The NEITI boss highlighted the portions of mineral resource revenues excluded from the national budget and held as part of the country’s reserve and could greatly enhance the country’s capital balances and attract investors’ confidence.
He also explained that these could attract significant flow of foreign capital into the economy, adding that the funds could also support the provision of critical infrastructure and social interventions during major national emergencies.
Adio expressed dissatisfaction that in spite of the benefits and huge revenues that had accrued from oil and gas over the years, Nigeria had one of the lowest natural resource revenue saving in the world.
According to him, Nigeria currently has three oil saving funds such as SWF with 1.5 billion dollars; ECA with 2.3 billion dollars, and the Stabilisation Fund with 95 million dollars.
He explained that in the last 40 years of oil production, Nigeria had extracted about 31 billion barrels of its oil reserves.
However, he said that from 1980 to 2015, the country exported crude oil worth about 1.09 trillion dollars but had a current balance of 3.9 billion dollars as at June in the three funds.
He said the different oil revenue saving funds should be consolidated and the legal framework harmonised, specifically the 0.5 per cent stabilisation funds and the ECA should be merged with the SWF “ as this multiplicity of savings with different rules has led to uncoordinated and widespread extra-budgetary spending’’.
The NEITI boss explained that apart from depleting savings in each fund, such unrestricted spending defeated the purpose which the funds were set up in the first place which was to shield the economy from revenue volatility.
He noted that Nigeria did not save enough oil revenues to sustain economic activities when oil prices began to drop in June 2014.
He said that another challenge was the level of consumption relative to non-oil exports, stressing that Nigeria typically responded to high oil prices with equal high but manifestly unsustainable level of consumption.
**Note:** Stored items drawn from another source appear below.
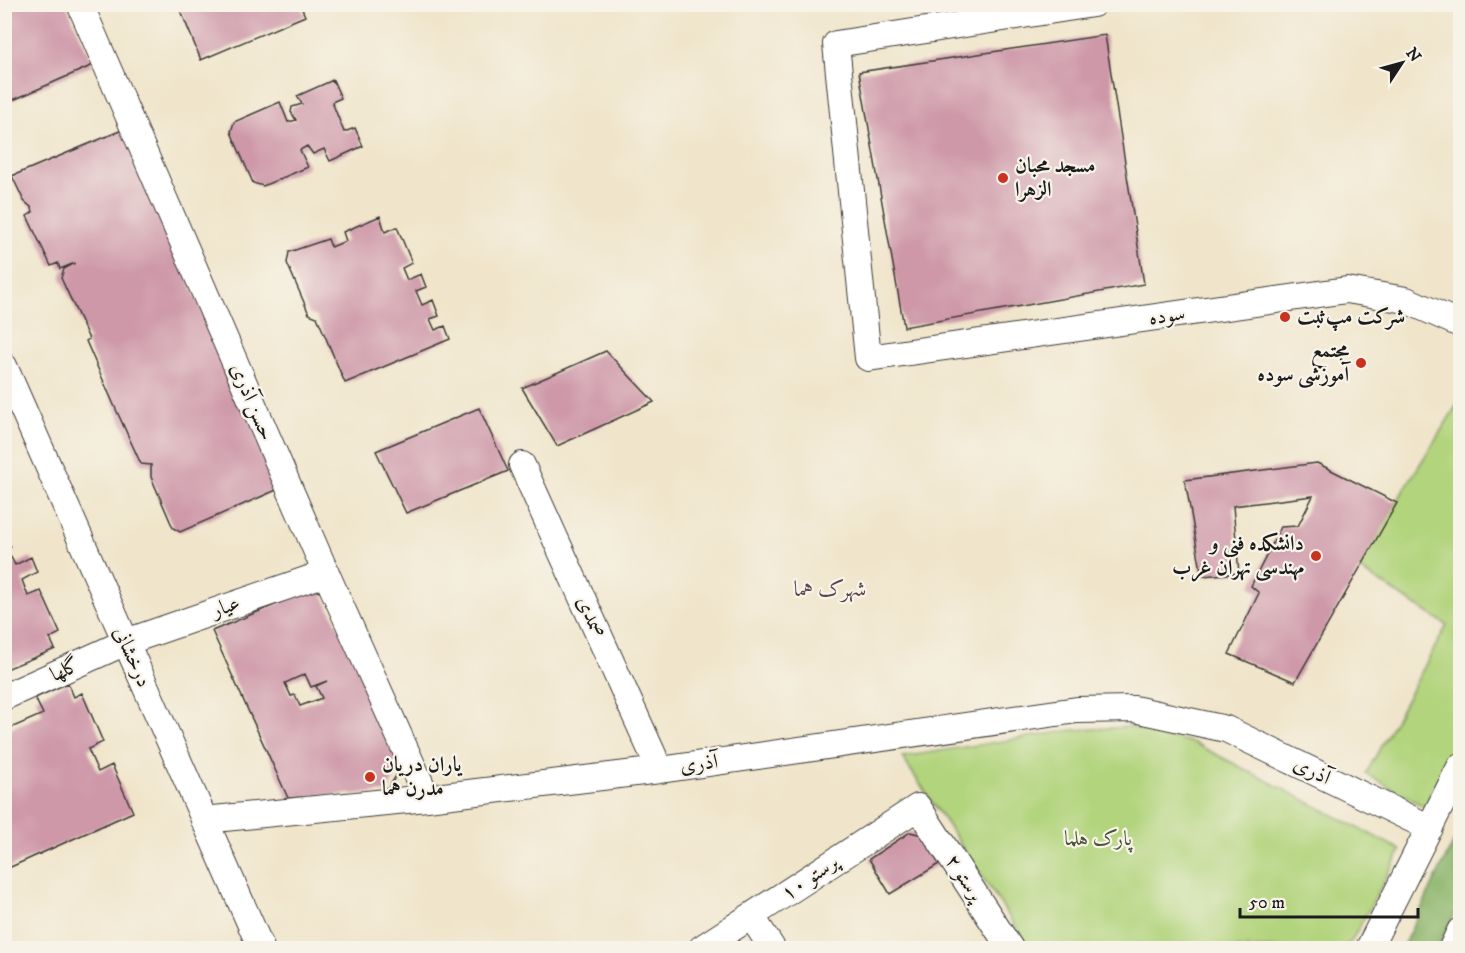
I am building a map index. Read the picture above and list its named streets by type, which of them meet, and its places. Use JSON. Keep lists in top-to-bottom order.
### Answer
{
  "streets": {
    "street": [
      "سوده",
      "حسن آذری",
      "عیار",
      "صمدی",
      "درخشانی",
      "گلها",
      "آذری",
      "پرستو ۱۰",
      "پرستو ۲"
    ]
  },
  "crossings": [
    ["حسن آذری", "عیار"],
    ["حسن آذری", "آذری"],
    ["عیار", "درخشانی"],
    ["عیار", "گلها"],
    ["صمدی", "آذری"],
    ["درخشانی", "گلها"],
    ["درخشانی", "آذری"],
    ["پرستو ۱۰", "پرستو ۲"]
  ],
  "districts": ["شهرک هما"],
  "parks": ["پارک هلما"],
  "places": [
    "مسجد محبان الزهرا",
    "شرکت مپ‌ثبت",
    "مجتمع آموزشی سوده",
    "دانشکده فنی و مهندسی تهران غرب",
    "یاران دریان مدرن هما"
  ],
  "scale_bar": "50 m",
  "north": "top right"
}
Adio said insufficient savings left Nigeria severely exposed when the price of oil, Nigeria’s main source of government revenues and foreign exchange, started to plunge in 2014.
He expressed regret that the 1.5 billion dollars currently in the SWF was one of the world’s worst ratios to annual budget of 10 per cent and one of the lowest SWF per capita of eight dollars globally.
He provided global comparisons among resource rich countries such as Norway with a population of 5.2 million people having a SWF worth 922 billion dollars; Chile, 24.1 billion; Angola, 4.6 billion and Botswana, 5.7 billion dollars.